Demonizing Strong Encryption: Welcome To The Crypto Wars 2.0
from the paedophiles,-murderers-and-terrorists dept
Recently Techdirt wrote about the extraordinary tirade by the new GCHQ boss, Robert Hannigan, which boiled down to: “however much we spy and censor online today, it’s still not enough.” It was so full of wrong-headed and dangerous ideas that it was hard to capture it all in one post. Here’s one thing we didn’t have room for last time:
Isis also differs from its predecessors in the security of its communications. This presents an even greater challenge to agencies such as GCHQ. Terrorists have always found ways of hiding their operations. But today mobile technology and smartphones have increased the options available exponentially. Techniques for encrypting messages or making them anonymous which were once the preserve of the most sophisticated criminals or nation states now come as standard. These are supplemented by freely available programs and apps adding extra layers of security, many of them proudly advertising that they are “Snowden approved”. There is no doubt that young foreign fighters have learnt and benefited from the leaks of the past two years.
Leaving aside the rather pathetic dig at Snowden at the end there, and the unsubstantiated statement that terrorists have benefited from his leaks, the key message here is that strong encryption is now used routinely by the wrong people, and that it presents an “even greater challenge” to the world’s security services. If that lament sounds familiar, it’s because suddenly, over the last few weeks, it has become the persistent refrain of law enforcement agencies in both the US and UK.
First we had the FBI Director James Comey talking about his agency’s fears about things “going dark” because of encryption; then we heard from NYPD Commissioner Bill Bratton about how encryption “does a terrible disservice to the public”; a couple of weeks later, former NSA General Counsel Stewart Baker suggested the reason Blackberry had failed was because it used “too much encryption”.
Now it seems that the baton has been passed to the UK. The day after Hannigan led the way with his piece in the Financial Times, the head of London’s Metropolitan Police added his voice to the chorus of disapproval, as the London Evening Standard reports:
London’s police chief today warns society against letting parts of the internet become a “dark and ungoverned” space populated by paedophiles, murderers and terrorists.
In a call for action, Met Commissioner Sir Bernard Hogan-Howe says encryption on computers and mobile phones is frustrating police investigations, meaning parts of the web are becoming “anarchic places”.
What’s particularly interesting is that as part of his visit to New York to make this speech, Hogan-Howe was also planning to meet all the senior US officials who had just voiced their concerns about encryption in precisely the same terms:
Sir Bernard has spent several days in talks with New York and Washington police chiefs about the threat of terrorism and what he calls “the challenges and opportunities” of technology.

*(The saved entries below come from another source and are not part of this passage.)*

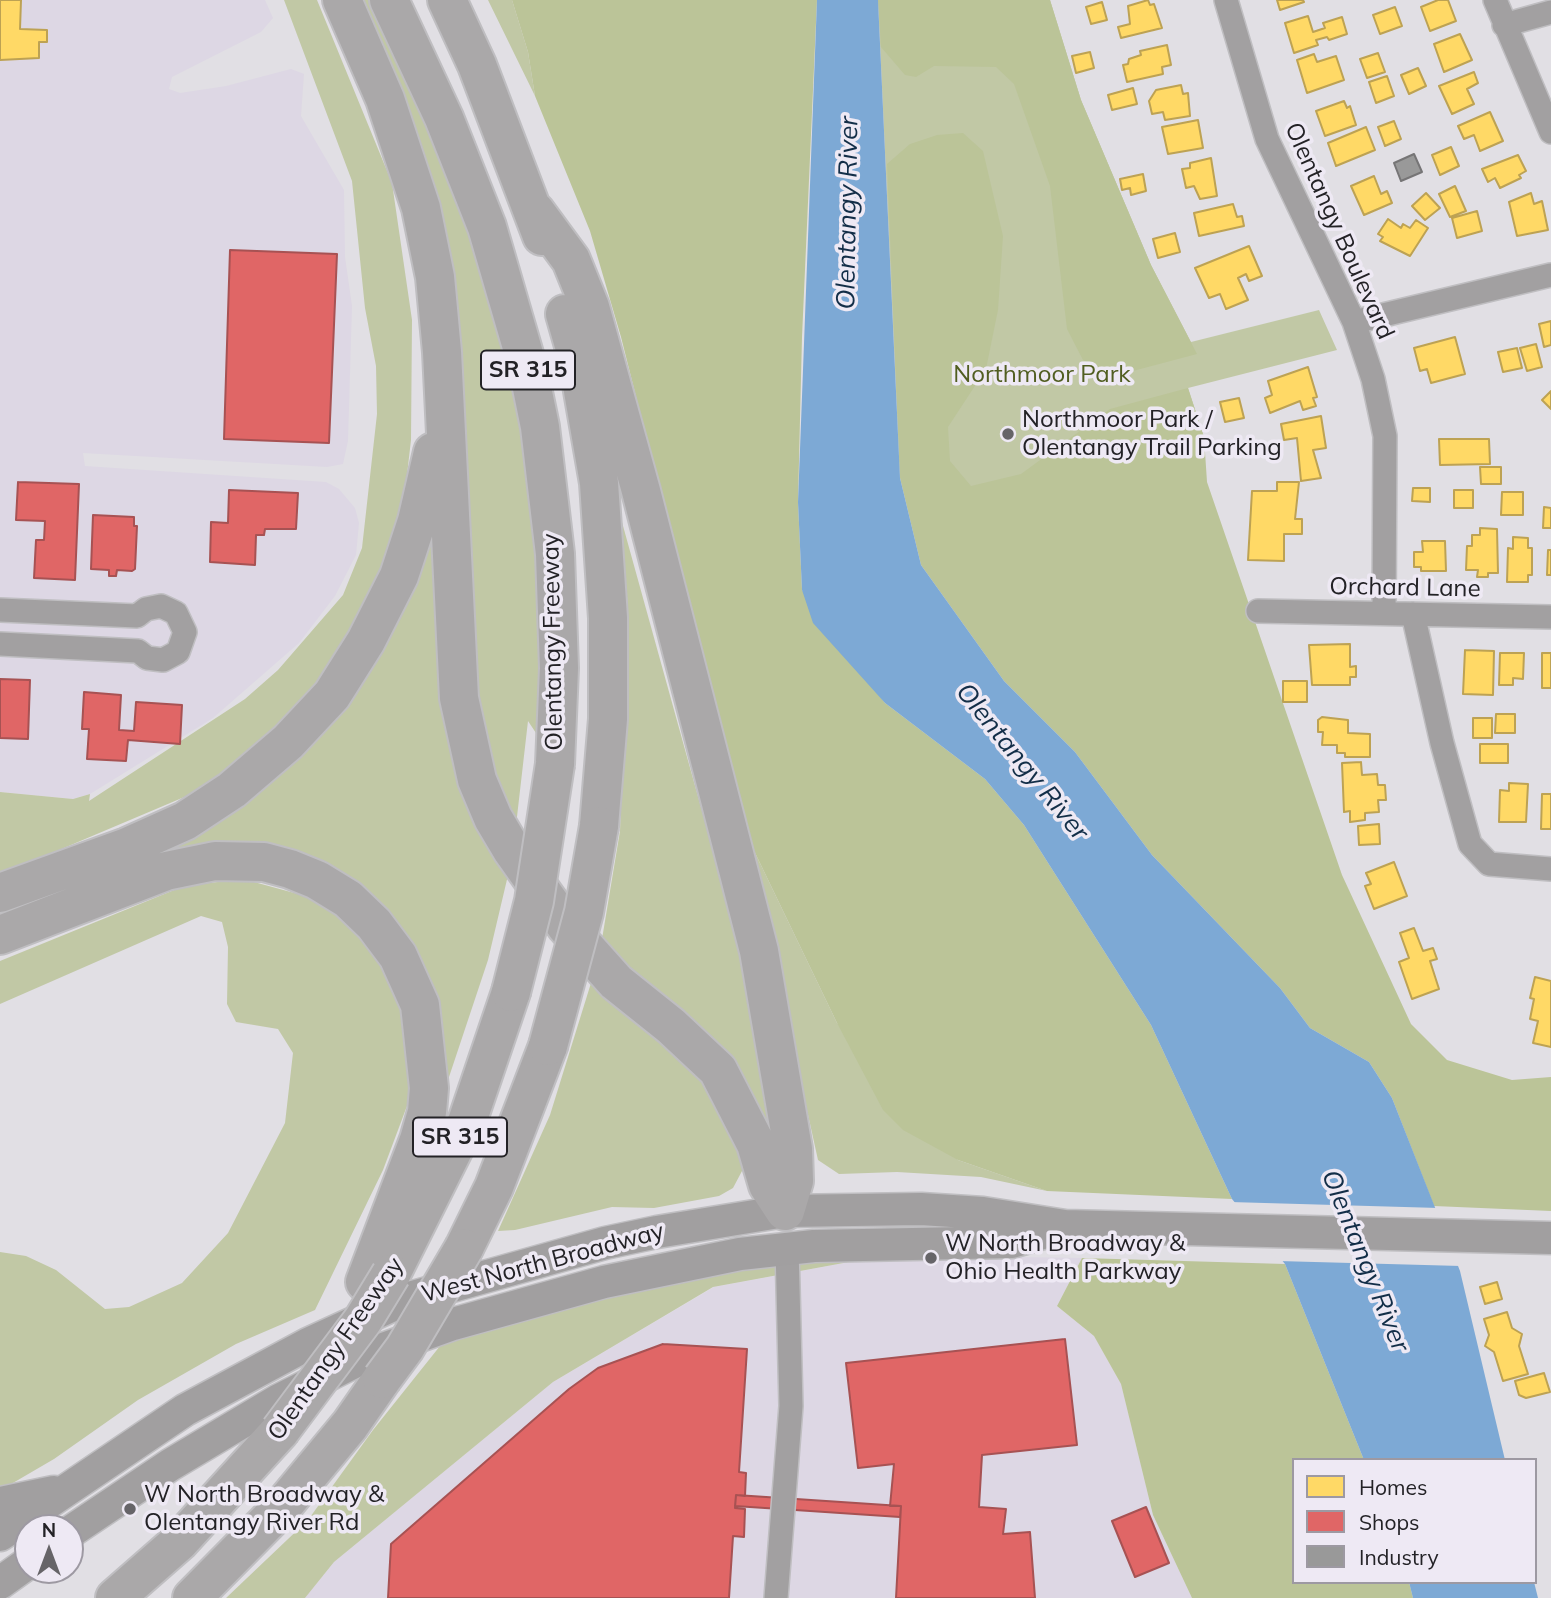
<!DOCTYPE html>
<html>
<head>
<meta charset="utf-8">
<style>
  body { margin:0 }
  #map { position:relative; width:1551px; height:1598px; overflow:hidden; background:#e1dfe4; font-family:Mulish,sans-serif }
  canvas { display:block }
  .legend { position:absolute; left:1292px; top:1458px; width:245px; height:126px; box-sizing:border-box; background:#eee9f4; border:2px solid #9d99a2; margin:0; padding:9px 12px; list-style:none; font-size:21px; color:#232226 }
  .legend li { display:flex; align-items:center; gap:14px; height:35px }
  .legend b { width:35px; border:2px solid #9d99a2 }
  .north { position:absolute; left:14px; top:1514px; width:70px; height:70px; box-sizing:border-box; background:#eee9f4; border:2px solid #9d99a2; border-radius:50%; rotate:0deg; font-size:19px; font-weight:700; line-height:28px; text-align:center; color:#232226 }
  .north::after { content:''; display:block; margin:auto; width:24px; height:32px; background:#666468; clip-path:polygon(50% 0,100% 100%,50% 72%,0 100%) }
</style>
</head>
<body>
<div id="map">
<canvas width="1551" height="1598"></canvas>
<ul class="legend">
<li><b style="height:19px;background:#ffd966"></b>Homes</li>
<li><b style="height:19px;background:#e06666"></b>Shops</li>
<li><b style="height:19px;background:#999"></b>Industry</li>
</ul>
<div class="north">N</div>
</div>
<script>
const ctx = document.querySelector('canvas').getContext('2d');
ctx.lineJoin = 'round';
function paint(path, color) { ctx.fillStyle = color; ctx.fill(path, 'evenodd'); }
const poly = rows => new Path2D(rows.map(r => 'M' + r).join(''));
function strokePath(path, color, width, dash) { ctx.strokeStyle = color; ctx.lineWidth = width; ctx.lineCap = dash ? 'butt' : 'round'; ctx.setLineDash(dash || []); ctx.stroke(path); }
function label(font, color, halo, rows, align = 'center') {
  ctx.font = font + ' Mulish,sans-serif'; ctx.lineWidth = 7; ctx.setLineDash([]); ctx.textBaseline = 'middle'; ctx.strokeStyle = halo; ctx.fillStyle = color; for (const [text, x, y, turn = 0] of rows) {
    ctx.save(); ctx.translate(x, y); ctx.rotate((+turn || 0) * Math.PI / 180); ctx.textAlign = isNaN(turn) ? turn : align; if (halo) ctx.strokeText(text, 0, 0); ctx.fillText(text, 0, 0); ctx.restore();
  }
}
const built = poly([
  [0,0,265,0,273,18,261,32,172,77,169,89,180,93,226,86,291,69,304,74,301,116,344,190,345,257,352,306,348,441,343,464,327,467,83,453,85,466,326,482,339,489,355,508,359,523,356,555,335,596,299,643,213,718,90,794,73,799,0,792],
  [887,1255,1082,1258,1057,1306,1094,1336,1121,1384,1153,1515,1192,1598,305,1598,334,1562,553,1382,714,1287]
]);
const green = poly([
  [284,0,317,0,392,183,412,320,411,440,405,492,393,543,369,601,311,698,208,787,0,875,0,792,73,799,90,794,89,801,245,699,278,670,343,595,362,548,377,414,376,366,365,308,352,181],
  [360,0,371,0,422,111,480,264,511,378,530,465,541,638,538,736,528,721,515,834,481,744,467,585,467,439,456,328],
  [488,0,512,0,528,52,535,96],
  [878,0,1050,0,1081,100,1151,265,1191,342,1319,310,1337,350,1188,388,1204,437,1183,587,900,477],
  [433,498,509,871,488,960,441,1101,354,888,147,865,144,853,256,787],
  [620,515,743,959,780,1155,601,945,620,831,628,608],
  [746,834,837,1023,958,1160,1047,1191,981,1177,897,1172,839,1174,818,1160],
  [243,879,320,900,351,924,374,949,411,1025,410,1098,383,1170,315,1310,236,1344,138,1400,54,1459,6,1487,0,1487,0,1252,26,1256,56,1270,105,1309,129,1307,182,1283,228,1233,285,1123,293,1053,278,1029,236,1022,227,1004,228,947,222,922,201,916,0,1004,0,961,184,886],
  [591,983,652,1032,711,1088,743,1156,742,1171,733,1188,719,1196,654,1208,612,1207,515,1230,498,1231,550,1115],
  [887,1255,713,1287,553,1382,334,1562,305,1598,226,1598,308,1520,373,1430,440,1346,496,1324,710,1272]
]);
const forest = poly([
  [512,0,817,0,802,337,798,502,802,590,885,703,985,779,1024,825,1151,1025,1232,1199,1047,1191,958,1160,903,1130,883,1110,837,1023,746,834,621,337,590,231,535,96,528,52],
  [878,0,1050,0,1081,100,1151,265,1197,354,1114,376,1083,360,1067,329,1050,186,1014,84,996,67,934,66,916,77,905,75,881,47],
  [963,133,983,151,1003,236,998,310,986,369,948,427,950,461,971,486,1021,474,1110,409,1188,388,1204,437,1207,482,1342,875,1411,1024,1447,1060,1512,1080,1551,1077,1551,1211,1434,1206,1392,1098,1369,1062,1310,1028,1280,988,1152,855,1075,752,1004,681,921,565,900,478,887,164,910,144,937,135],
  [1082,1258,1285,1264,1364,1460,1294,1460,1294,1582,1409,1582,1413,1598,1192,1598,1153,1515,1121,1384,1094,1336,1057,1306]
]);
const water = poly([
  [817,0,878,0,900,478,921,565,1004,681,1075,752,1152,855,1280,988,1310,1028,1369,1062,1392,1098,1460,1271,1505,1460,1364,1460,1285,1264,1232,1199,1151,1025,1024,825,985,779,885,703,813,623,802,590,798,502],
  [1409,1582,1534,1582,1538,1598,1413,1598]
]);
const pier = poly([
  [1230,1202,1439,1208,1461,1266,1278,1261]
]);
const homes = poly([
  [0,0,21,0,20,29,47,30,47,42,39,42,39,58,0,60,0,0],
  [1148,0,1150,5,1154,4,1162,28,1121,38,1118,27,1130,24,1128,6,1148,0],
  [1277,0,1303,0,1304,2,1280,10,1277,0],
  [1438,0,1448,0,1456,21,1430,31,1421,7,1438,0],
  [1102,2,1107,20,1091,24,1086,7,1102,2],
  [1395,7,1402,26,1380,34,1373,15,1395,7],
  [1308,16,1313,32,1325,28,1323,23,1342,17,1347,34,1329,40,1327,37,1316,40,1318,45,1294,53,1285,23,1308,16],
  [1460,34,1472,60,1444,72,1434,44,1460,34],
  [1167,45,1171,65,1162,67,1163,74,1127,82,1123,65,1128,64,1129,59,1141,55,1140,51,1167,45],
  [1090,52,1094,68,1076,73,1072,56,1090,52],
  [1378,53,1385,72,1367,78,1360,59,1378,53],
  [1314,54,1317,62,1336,56,1344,80,1307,93,1297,60,1314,54],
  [1418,68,1426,86,1409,94,1401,75,1418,68],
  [1474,72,1478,83,1467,89,1474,104,1452,114,1439,86,1474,72],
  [1387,76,1394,96,1376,103,1369,82,1387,76],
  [1181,85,1183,94,1188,93,1190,116,1165,120,1163,112,1152,114,1149,101,1156,90,1181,85],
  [1133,88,1137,104,1112,110,1108,95,1133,88],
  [1344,101,1347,108,1350,106,1356,125,1325,136,1316,111,1344,101],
  [1490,112,1503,141,1480,151,1474,135,1464,139,1458,126,1490,112],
  [1198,120,1203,148,1168,154,1162,127,1198,120],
  [1394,121,1401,139,1385,146,1378,127,1394,121],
  [1366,127,1375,150,1336,166,1328,143,1366,127],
  [1451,147,1459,166,1440,175,1432,155,1451,147],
  [1518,155,1526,171,1519,175,1521,178,1500,188,1495,178,1488,182,1482,169,1518,155],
  [1211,158,1217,196,1200,199,1194,186,1186,188,1182,169,1190,168,1190,163,1211,158],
  [1143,174,1146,191,1131,195,1130,188,1122,190,1120,179,1143,174],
  [1374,176,1381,194,1387,191,1392,203,1364,215,1351,186,1374,176],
  [1455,186,1466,211,1450,217,1439,194,1455,186],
  [1426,193,1440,208,1425,220,1412,206,1426,193],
  [1531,193,1534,204,1542,201,1548,230,1517,236,1509,202,1531,193],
  [1233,204,1237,217,1242,216,1244,226,1199,236,1194,213,1233,204],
  [1477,211,1482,231,1457,238,1452,218,1477,211],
  [1388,219,1401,228,1403,224,1410,228,1416,220,1428,228,1410,256,1380,241,1383,237,1378,234,1388,219],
  [1175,233,1180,252,1158,258,1153,239,1175,233],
  [1249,246,1262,276,1249,281,1246,274,1238,278,1248,300,1226,309,1220,294,1209,298,1195,268,1249,246],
  [1551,321,1551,345,1544,347,1539,324,1551,321],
  [1455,337,1465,374,1431,383,1427,369,1420,371,1414,348,1455,337],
  [1536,344,1542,367,1527,371,1520,348,1536,344],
  [1517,348,1522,368,1503,372,1498,352,1517,348],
  [1308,367,1317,397,1313,398,1316,406,1303,410,1300,401,1270,413,1265,398,1272,395,1268,381,1308,367],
  [1551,391,1551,409,1542,400,1551,391],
  [1239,398,1244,418,1225,422,1220,402,1239,398],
  [1321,416,1326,448,1313,450,1321,478,1301,481,1297,438,1284,440,1281,424,1321,416],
  [1439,439,1489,439,1490,464,1440,465,1439,439],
  [1480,467,1501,467,1501,484,1481,484,1480,467],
  [1277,482,1299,482,1295,519,1302,519,1302,534,1284,534,1284,561,1248,560,1252,491,1277,491,1277,482],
  [1413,488,1430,488,1430,502,1412,501,1413,488],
  [1454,490,1473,490,1473,508,1454,508,1454,490],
  [1502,492,1523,492,1523,515,1501,515,1502,492],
  [1544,507,1551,508,1551,528,1543,528,1544,507],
  [1480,528,1497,529,1498,573,1488,573,1488,577,1477,577,1478,570,1466,570,1467,546,1472,546,1472,535,1480,535,1480,528],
  [1513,537,1528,538,1528,548,1532,548,1532,575,1528,575,1528,582,1507,582,1508,548,1513,549,1513,537],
  [1422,541,1445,541,1446,571,1421,571,1421,567,1414,567,1414,552,1423,552,1422,541],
  [1548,550,1551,550,1551,575,1547,575,1548,550],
  [1350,644,1350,667,1356,666,1356,677,1350,677,1350,685,1312,685,1309,645,1350,644],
  [1465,650,1494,651,1493,695,1463,694,1465,650],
  [1500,653,1524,653,1523,679,1513,678,1513,685,1499,685,1500,653],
  [1542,653,1551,653,1551,688,1542,688,1542,653],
  [1283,681,1307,681,1307,702,1283,702,1283,681],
  [1496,714,1515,714,1515,733,1495,733,1496,714],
  [1322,717,1348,720,1348,733,1370,734,1370,757,1345,757,1345,753,1337,753,1337,745,1322,745,1323,732,1318,732,1318,720,1322,717],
  [1473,718,1492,718,1492,738,1473,738,1473,718],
  [1480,744,1508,744,1508,763,1480,763,1480,744],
  [1361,762,1362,775,1377,774,1378,785,1385,785,1386,800,1378,800,1379,812,1365,813,1365,820,1350,822,1350,811,1344,812,1342,763,1361,762],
  [1509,783,1528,784,1526,822,1499,822,1500,790,1509,791,1509,783],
  [1542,794,1551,794,1551,829,1541,829,1542,794],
  [1379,824,1380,844,1359,845,1358,826,1379,824],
  [1394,862,1407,896,1374,909,1365,886,1371,884,1366,873,1394,862],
  [1414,928,1423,951,1433,948,1437,959,1430,961,1439,989,1412,999,1399,962,1409,958,1400,933,1414,928],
  [1535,977,1551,981,1551,1047,1533,1043,1538,1021,1530,1019,1534,999,1530,998,1535,977],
  [1497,1282,1502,1299,1485,1304,1480,1287,1497,1282],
  [1507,1312,1512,1328,1522,1334,1519,1346,1528,1374,1503,1381,1494,1352,1485,1346,1489,1335,1484,1319,1507,1312],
  [1544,1373,1550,1392,1526,1398,1519,1395,1515,1381,1544,1373]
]);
const shops = poly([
  [230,250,337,254,329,443,224,439,230,250],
  [18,482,79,484,75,580,34,578,36,540,44,540,45,521,16,520,18,482],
  [229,490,298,493,296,529,265,529,264,535,256,535,255,565,210,562,211,522,228,523,229,490],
  [93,515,134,517,134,526,137,526,135,569,132,571,117,570,116,576,109,576,109,570,91,569,93,515],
  [0,679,30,680,28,739,0,738,0,679],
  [84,692,121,695,119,730,134,731,136,702,182,705,180,744,128,740,126,761,87,759,89,729,82,729,84,692],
  [1065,1339,1077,1445,982,1455,979,1507,1006,1509,1003,1534,1030,1532,1035,1598,896,1598,901,1506,890,1506,894,1464,858,1468,846,1363,1065,1339],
  [663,1344,747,1349,739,1472,746,1473,745,1496,736,1495,735,1508,745,1509,744,1537,733,1536,729,1598,388,1598,391,1544,569,1389,598,1368,663,1344],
  [736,1495,901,1506,900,1517,735,1506,736,1495],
  [1146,1507,1169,1563,1135,1577,1112,1521,1146,1507]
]);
const industry = poly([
  [1414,154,1422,172,1401,181,1394,163,1414,154]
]);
const street = poly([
  [1226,0,1267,139,1354,322,1373,379,1385,436,1384,613],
  [1495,0,1551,132],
  [1504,25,1551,12],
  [1354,322,1551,275],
  [0,610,137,616,146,609,161,606,176,613,185,632,178,652,163,660,147,658,138,651,0,644],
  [1258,611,1551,617],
  [1413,614,1442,743,1470,844,1489,864,1551,869],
  [776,1598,791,1406,787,1248]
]);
const secondary = poly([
  [0,1503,54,1492],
  [70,1532,170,1465,279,1400,372,1353,453,1324,604,1282,740,1254,814,1246,1012,1242,1057,1229],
  [0,1535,185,1410,308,1344,406,1299,605,1243,657,1232,785,1211,921,1209,983,1213,1065,1226,1551,1238],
  [0,1583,28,1563]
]);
const highway = poly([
  [342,0,385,99,421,208,435,277,442,352,459,698,477,780,493,818,512,850,566,926,616,982,671,1026,718,1070,756,1144,768,1185,785,1211],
  [389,0,444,118,487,227,528,368,540,427,555,554,559,668,555,764],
  [447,0,477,65,542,236],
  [535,211,571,260,590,307,641,491,759,951,793,1149,794,1181,785,1211],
  [565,314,577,356,599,483,608,618,608,719,599,826],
  [0,893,127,847,185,821,232,790,288,742,332,695,366,641,399,576,417,521,433,452],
  [0,935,166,871,215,861,264,862,290,869,317,880,348,899,374,924,398,956,420,1005,429,1088,427,1112,419,1140,365,1282],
  [464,1248,494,1187,548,1046],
  [391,1274,467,1122,511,992],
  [115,1598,179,1542,280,1431],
  [192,1598,282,1507,350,1425,382,1379]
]);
const highwayBridge = poly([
  [511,992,534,901,555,764],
  [548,1046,584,912,599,826],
  [382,1379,405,1348,464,1248],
  [280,1431,363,1320,391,1274]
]);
const markers = [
  [1008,434,7,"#666468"],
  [931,1258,7,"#666468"],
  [130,1509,7,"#666468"]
];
const shields = [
  [528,370,94],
  [460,1137,94]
];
const shieldNames = [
  ["SR 315",528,370],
  ["SR 315",460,1137]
];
const streetNames = [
  ["Olentangy Boulevard",1339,231,66],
  ["Orchard Lane",1405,588,1],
  ["Olentangy Freeway",553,642,-91],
  ["West North Broadway",543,1263,-15],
  ["Olentangy Freeway",336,1349,-55]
];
const parkNames = [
  ["Northmoor Park",1042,375]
];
const poiNames = [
  ["Northmoor Park /",1022,420],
  ["Olentangy Trail Parking",1022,448],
  ["W North Broadway &",945,1244],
  ["Ohio Health Parkway",945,1272],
  ["W North Broadway &",144,1495],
  ["Olentangy River Rd",144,1523]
];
const waterNames = [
  ["Olentangy River",848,213,-89],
  ["Olentangy River",1022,762,51],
  ["Olentangy River",1365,1261,68]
];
paint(built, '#ddd7e4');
paint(green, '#c1c8a5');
paint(forest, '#bbc498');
paint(water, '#7da9d5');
paint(pier, '#e1dfe4');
paint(homes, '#ffd966');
strokePath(homes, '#bda253', 2);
paint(shops, '#e06666');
strokePath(shops, '#a75253', 2);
paint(industry, '#999');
strokePath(industry, '#767576', 2);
strokePath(street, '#bfbec1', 26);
strokePath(secondary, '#bfbec1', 35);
strokePath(highway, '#bfbec1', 42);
strokePath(street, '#a2a0a1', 23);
strokePath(secondary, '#a19fa0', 32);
strokePath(highway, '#aaa8a9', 38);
strokePath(highwayBridge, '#bfbec1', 42, []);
strokePath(highwayBridge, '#aaa8a9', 38);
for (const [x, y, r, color] of markers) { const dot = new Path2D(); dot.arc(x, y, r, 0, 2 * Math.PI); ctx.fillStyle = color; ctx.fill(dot); strokePath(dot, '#eee9f4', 2.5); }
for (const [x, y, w] of shields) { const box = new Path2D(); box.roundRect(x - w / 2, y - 19.5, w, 39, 5); ctx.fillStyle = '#eee9f4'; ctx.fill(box); strokePath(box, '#232226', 2); }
label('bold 23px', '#232226', null, shieldNames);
label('24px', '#232226', '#eee9f4', streetNames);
label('24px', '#515e21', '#eee9f4', parkNames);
label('24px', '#232226', '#eee9f4', poiNames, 'left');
label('italic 26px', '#132e48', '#eee9f4', waterNames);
</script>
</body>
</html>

Today he was meeting FBI director James Comey.
He was also telling law enforcement experts behind closed doors at the New York police department that the internet is now a safe haven for criminality, adding: “Privacy is important but in my view the security of communications methods and devices is growing beyond what any genuine domestic user could reasonably require.”
It’s hard not to see this as part of a concerted and organized counter-attack against growing calls to rein in US and UK surveillance in the wake of Snowden’s revelations. The common line on both sides of the Atlantic is that encryption has gone too far — that “the security of communications methods and devices is growing beyond what any genuine domestic user could reasonably require”. The clear implication is that only “paedophiles, murderers and terrorists” would want strong crypto, and that for law-abiding citizens with nothing to hide, crypto with backdoors is good enough.
But it isn’t, of course. Law-abiding citizens with nothing to hide have a perfect right to real privacy online, just as they have a right to use doors, walls and curtains to screen off their private lives from the world’s gaze. As Techdirt has noted before, placing backdoors in nominally secure systems simply makes them completely insecure, since there is no way to stop the bad people from using them too. Moreover, weakening crypto would not only make the Internet vastly less secure for billions of users, it would also undermine millions of online businesses and thus the economies with which they are now so deeply intertwined.
We can expect more of these blatant attempts to demonize strong cryptography, and to paint its mere use as a sure sign of terrorism and depravity. But we have been here before. During the 1990s the US government tried to introduce backdoors into secure communications using the Clipper chip. Civil society won those first Crypto Wars; now it needs to gird its loins to fight and win Crypto Wars 2.0.